(Dataset entries)
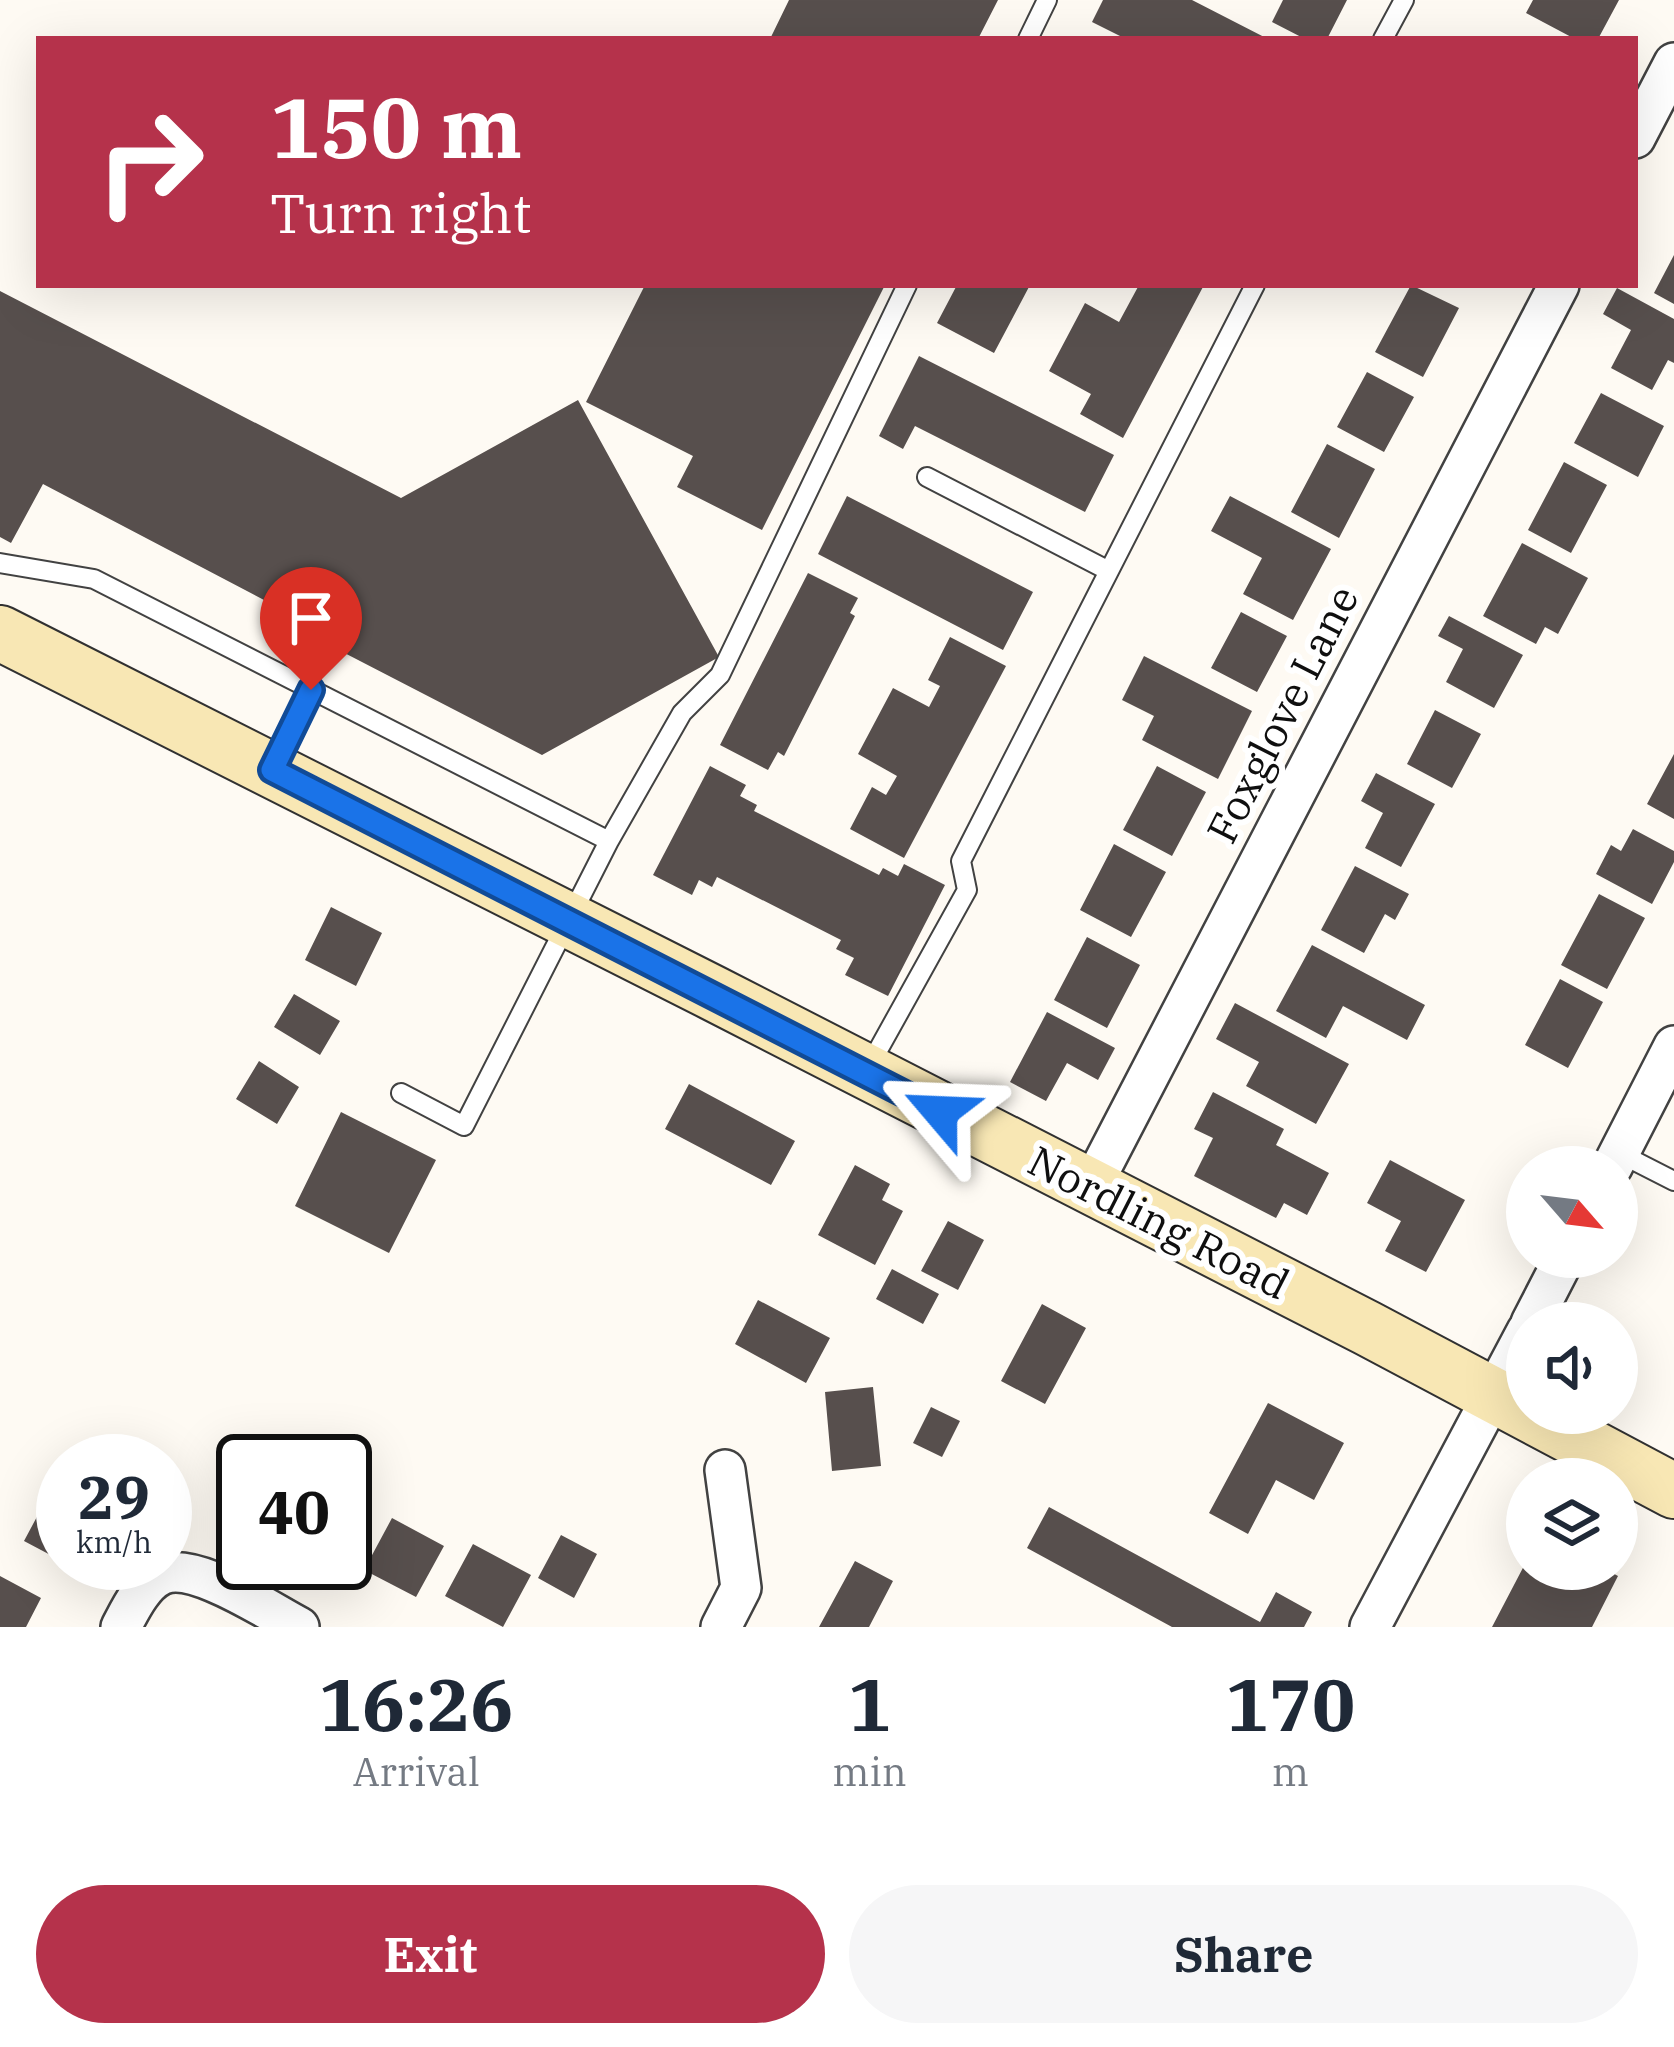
<!DOCTYPE html>
<style>
body{margin:0;font-family:"IBM Plex Serif",serif;background:#f6f6f7;color:#1f2937;height:100vh;display:flex;flex-direction:column;font-size:45px;white-space:nowrap}
*{box-sizing:border-box;margin:0}
p{font-size:39px;color:#747a83}
.icon{flex:none;width:66px;height:66px;fill:none;stroke:currentColor;stroke-width:2;stroke-linecap:round;stroke-linejoin:round}
.map{position:relative;height:1627px;overflow:hidden}
.sheet{display:flex;flex-direction:column;background:#fff;flex:1}
.sheet>*{flex:none}
.hud{position:absolute;left:36px;top:36px;width:1602px;height:252px;border-radius:0px;box-shadow:0 12px 48px #0002;background:#b5324b;color:#fff;overflow:hidden}
.needle{width:78px;rotate:118deg}
.buttons{position:absolute;left:1506px;top:1146px;display:grid;gap:24px}
.buttons a{display:grid;place-items:center;width:132px;height:132px;border-radius:50%;background:#fff;box-shadow:0 12px 48px #0002;font-size:60px}
.speed{position:absolute;left:36px;top:1434px;display:flex;gap:24px;font-size:60px;font-weight:700;text-align:center}
.speed>*{display:grid;place-content:center;width:156px;height:156px;border-radius:50%;background:#fff;box-shadow:0 12px 48px #0002;line-height:1}
.speed small{font-size:30px;font-weight:400}
.speed .limit{border:6px solid #111;border-radius:18px;background:#fff;color:#111}
.pin{position:absolute;display:grid;place-items:center;width:102px;height:102px;color:#fff;margin:-123px -51px;border-radius:50% 50% 50% 0;rotate:-45deg;box-shadow:0 0 12px #0007}
.pin .icon{rotate:45deg}
.me{position:absolute;width:132px;margin:-66px;rotate:296deg;stroke-linejoin:round;filter:drop-shadow(0 0 9px #0008)}
.turn{display:flex;align-items:center;gap:42px;height:252px;padding:0 36px;font-size:54px}
.turn .icon{width:156px;height:156px;stroke-width:2.5}
.turn b{display:block;font-size:84px;line-height:102px}
.eta{display:flex;justify-content:space-evenly;align-items:center;height:204px;text-align:center}
.eta b{font-size:72px;font-weight:700;line-height:84px}
.cta{display:flex;gap:24px;margin-top:auto;padding:24px 36px}
.cta a{flex:1;height:138px;border-radius:72px;background:#b5324b;color:#fff;font-size:48px;font-weight:700;line-height:138px;text-align:center}
.cta a+a{background:#f6f6f7;color:#1f2937}
.map>svg:first-child{display:block}
.building{fill:#574f4d}
.lines{fill:none;stroke-linecap:round;stroke-linejoin:round}
.lane-casing{stroke:#424242;stroke-width:22}
.street-casing{stroke:#424242;stroke-width:44}
.secondary-casing{stroke:#313131;stroke-width:58}
.lane{stroke:#fff;stroke-width:18}
.street{stroke:#fff;stroke-width:39}
.secondary{stroke:#f8e7b4;stroke-width:54}
.route-casing{stroke:#114b97;stroke-width:30}
.route{stroke:#1a73e8;stroke-width:21}
.labels{text-anchor:middle;dominant-baseline:central;stroke-width:12;stroke-linejoin:round;paint-order:stroke}
.street-label{font-size:42px;fill:#0f0f0f;stroke:#fff}
</style>
<div class="map">
<svg width="1674" height="1627" viewBox="0 0 1674 1627">
<rect width="100%" height="100%" fill="#fefaf3"/>
<path class="building" d="M789,0H998L978,39H770Z
M1103,0H1192L1268,39H1126L1092,22Z
M1283,0H1347L1327,39H1305L1272,22Z
M1533,0H1619L1598,39H1575L1526,13Z
M1674,255V304L1654,293Z
M645,285H885L762,530L677,487L693,456L586,402Z
M957,285H1030L994,353L937,323Z
M1139,285H1204L1123,438L1080,414L1091,394L1049,371L1085,303L1119,322Z
M1411,285L1459,308L1423,377L1375,352Z
M1617,288L1674,319V363L1668,360L1652,390L1611,368L1631,330L1603,314Z
M0,291L401,498L578,400L719,657L542,755L300,630L304,621L43,484L11,543L0,537Z
M919,356L1114,455L1085,512L915,426L903,449L879,436Z
M1367,372L1414,397L1384,452L1337,427Z
M1601,393L1664,426L1638,477L1574,443Z
M1327,444L1375,469L1339,538L1291,512Z
M1564,462L1607,485L1571,553L1528,530Z
M847,496L1033,592L1003,650L818,554Z
M1230,496L1331,549L1293,620L1243,594L1262,558L1211,531Z
M1522,543L1588,578L1558,634L1545,627L1536,644L1483,616Z
M808,573L858,598L850,613L855,616L784,756L778,752L768,770L720,745Z
M1241,612L1287,636L1257,692L1211,668Z
M1449,616L1523,655L1494,708L1446,682L1463,649L1438,636Z
M950,637L1006,666L904,858L850,829L872,787L886,795L897,776L858,754L893,688L929,707L940,686L928,680Z
M1144,656L1252,711L1218,779L1142,740L1154,716L1122,700Z
M1435,710L1481,734L1452,788L1407,764Z
M1674,754V819L1647,804Z
M710,766L746,785L740,796L757,805L754,811L879,875L883,868L898,876L904,864L945,885L888,996L845,975L854,958L836,949L841,940L717,877L712,887L699,880L692,895L653,875Z
M1157,766L1206,792L1172,856L1123,830Z
M1376,773L1435,804L1401,867L1365,848L1383,813L1361,801Z
M1633,829L1674,851V862L1652,904L1596,874L1611,845L1621,851Z
M1114,844L1166,872L1131,937L1080,910Z
M1355,866L1409,894L1395,920L1385,914L1364,953L1321,930Z
M1599,894L1645,918L1607,989L1561,965Z
M331,907L382,933L356,986L305,960Z
M1087,937L1140,965L1107,1028L1054,1000Z
M1312,945L1425,1005L1407,1040L1343,1006L1326,1038L1276,1011Z
M1560,979L1603,1002L1568,1068L1525,1045Z
M294,994L340,1021L320,1055L274,1027Z
M1235,1003L1349,1064L1316,1124L1246,1086L1259,1062L1216,1039Z
M1047,1012L1115,1048L1098,1080L1067,1063L1046,1101L1010,1082Z
M259,1061L299,1087L277,1124L236,1099Z
M689,1084L795,1141L771,1185L665,1129Z
M1213,1092L1284,1129L1276,1145L1329,1173L1307,1215L1284,1203L1276,1218L1194,1176L1213,1138L1194,1129Z
M341,1112L436,1160L389,1253L295,1206Z
M1390,1160L1465,1200L1426,1272L1385,1251L1401,1221L1367,1203Z
M855,1165L890,1184L882,1200L903,1211L875,1265L818,1235Z
M948,1221L984,1240L958,1290L921,1271Z
M892,1269L939,1294L923,1324L876,1299Z
M758,1300L830,1338L806,1383L735,1344Z
M1042,1304L1086,1328L1045,1404L1001,1381Z
M873,1387L881,1466L832,1471L825,1392Z
M1268,1403L1344,1443L1314,1500L1276,1480L1248,1534L1209,1513Z
M931,1407L960,1421L942,1457L913,1443Z
M63,1468V1549L58,1559L24,1541Z
M345,1496L367,1508L345,1548Z
M1049,1507L1260,1622L1276,1592L1312,1612L1304,1627H1172L1027,1548Z
M392,1518L444,1546L416,1597L364,1570Z
M561,1535L597,1554L574,1598L538,1578Z
M473,1544L531,1575L503,1627L445,1596Z
M1527,1560V1569H1605L1618,1576L1592,1627H1492Z
M855,1561L893,1581L869,1627H819Z
M0,1576L41,1598L26,1627H0Z"/>
<g class="lines">
<defs>
<path id="lane" d="M1028,39L1047,0
M1383,39L1404,0
M927,477L1109,571
M0,563L94,579L609,841L464,1126L401,1093
M274,766L311,690
M609,841L682,713L720,675L907,285
M867,1070L967,890L961,861L1255,285
M1619,1153L1674,1181"/>
<path id="street" d="M1635,138L1674,63
M1612,1167L1674,1046
M1091,1187L1559,285
M1531,1323L1565,1257
M121,1627C130,1610 142,1584 161,1575C194,1560 268,1611 299,1627
M721,1627L741,1588L725,1470
M1370,1627L1527,1331"/>
<path id="secondary" d="M0,633L713,993L1367,1328L1674,1491"/>
</defs>
<use href="#lane" class="lane-casing"/>
<use href="#street" class="street-casing"/>
<use href="#secondary" class="secondary-casing"/>
<use href="#lane" class="lane"/>
<use href="#street" class="street"/>
<use href="#secondary" class="secondary"/>
</g>
<g class="lines">
<defs>
<path id="route" d="M311,690L272,770L940,1112"/>
</defs>
<use href="#route" class="route-casing"/>
<use href="#route" class="route"/>
</g>
<g class="labels">
<g class="street-label">
<text transform="translate(1282 714) rotate(-63)">Foxglove Lane</text>
<text transform="translate(1159 1222) rotate(27)">Nordling Road</text>
</g>
</g>
</svg>
<div class="buttons">
<a><svg class="needle" viewBox="-14 -14 28 28"><path d="M0-13l5 13h-10z" fill="#e53935"/><path d="M0 13l5-13h-10z" fill="#747a83"/></svg></a>
<a><svg class="icon" aria-label="sound" viewBox="0 0 24 24"><path d="M4 9h4l5-4v14l-5-4H4zM17 9q2 3 0 6"/></svg></a>
<a><svg class="icon" aria-label="layers" viewBox="0 0 24 24"><path d="M12 4l9 5-9 5-9-5zM3 14l9 5 9-5"/></svg></a>
</div>
<div class="speed"><div>29<small>km/h</small></div><div class="limit">40</div></div>
<div class="pin" style="left:311px;top:690px;background:#d93025"><svg class="icon" aria-label="arrive" viewBox="0 0 24 24"><path d="M6 21V4h12l-3 4 3 4H6"/></svg></div>
<svg class="me" style="left:940px;top:1112px" viewBox="-20 -20 40 40"><path d="M0-17L14 15 0 8-14 15z" fill="#1a73e8" stroke="#fff" stroke-width="4"/></svg>
<div class="hud">
<div class="turn"><svg class="icon" aria-label="right" viewBox="0 0 24 24"><path d="M7 20v-9h11M14 6l5 5-5 5"/></svg><div><b>150 m</b>Turn right</div></div>
</div>
</div>
<section class="sheet">
<div class="eta">
<div><b>16:26</b><p>Arrival</p></div>
<div><b>1</b><p>min</p></div>
<div><b>170</b><p>m</p></div>
</div>
<div class="cta"><a>Exit</a><a>Share</a></div>
</section>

— Task to carry out —
Retype the records above, but only those lines that fall between the line containing "M1533,0H1619L1598,39H1575L1526,13Z" and the line containing "M1633,829L1674,851V862L1652,904L1596,874L1611,845L1621,851Z", with both of those lines included, exactly as written.

— Output for this task —
M1533,0H1619L1598,39H1575L1526,13Z
M1674,255V304L1654,293Z
M645,285H885L762,530L677,487L693,456L586,402Z
M957,285H1030L994,353L937,323Z
M1139,285H1204L1123,438L1080,414L1091,394L1049,371L1085,303L1119,322Z
M1411,285L1459,308L1423,377L1375,352Z
M1617,288L1674,319V363L1668,360L1652,390L1611,368L1631,330L1603,314Z
M0,291L401,498L578,400L719,657L542,755L300,630L304,621L43,484L11,543L0,537Z
M919,356L1114,455L1085,512L915,426L903,449L879,436Z
M1367,372L1414,397L1384,452L1337,427Z
M1601,393L1664,426L1638,477L1574,443Z
M1327,444L1375,469L1339,538L1291,512Z
M1564,462L1607,485L1571,553L1528,530Z
M847,496L1033,592L1003,650L818,554Z
M1230,496L1331,549L1293,620L1243,594L1262,558L1211,531Z
M1522,543L1588,578L1558,634L1545,627L1536,644L1483,616Z
M808,573L858,598L850,613L855,616L784,756L778,752L768,770L720,745Z
M1241,612L1287,636L1257,692L1211,668Z
M1449,616L1523,655L1494,708L1446,682L1463,649L1438,636Z
M950,637L1006,666L904,858L850,829L872,787L886,795L897,776L858,754L893,688L929,707L940,686L928,680Z
M1144,656L1252,711L1218,779L1142,740L1154,716L1122,700Z
M1435,710L1481,734L1452,788L1407,764Z
M1674,754V819L1647,804Z
M710,766L746,785L740,796L757,805L754,811L879,875L883,868L898,876L904,864L945,885L888,996L845,975L854,958L836,949L841,940L717,877L712,887L699,880L692,895L653,875Z
M1157,766L1206,792L1172,856L1123,830Z
M1376,773L1435,804L1401,867L1365,848L1383,813L1361,801Z
M1633,829L1674,851V862L1652,904L1596,874L1611,845L1621,851Z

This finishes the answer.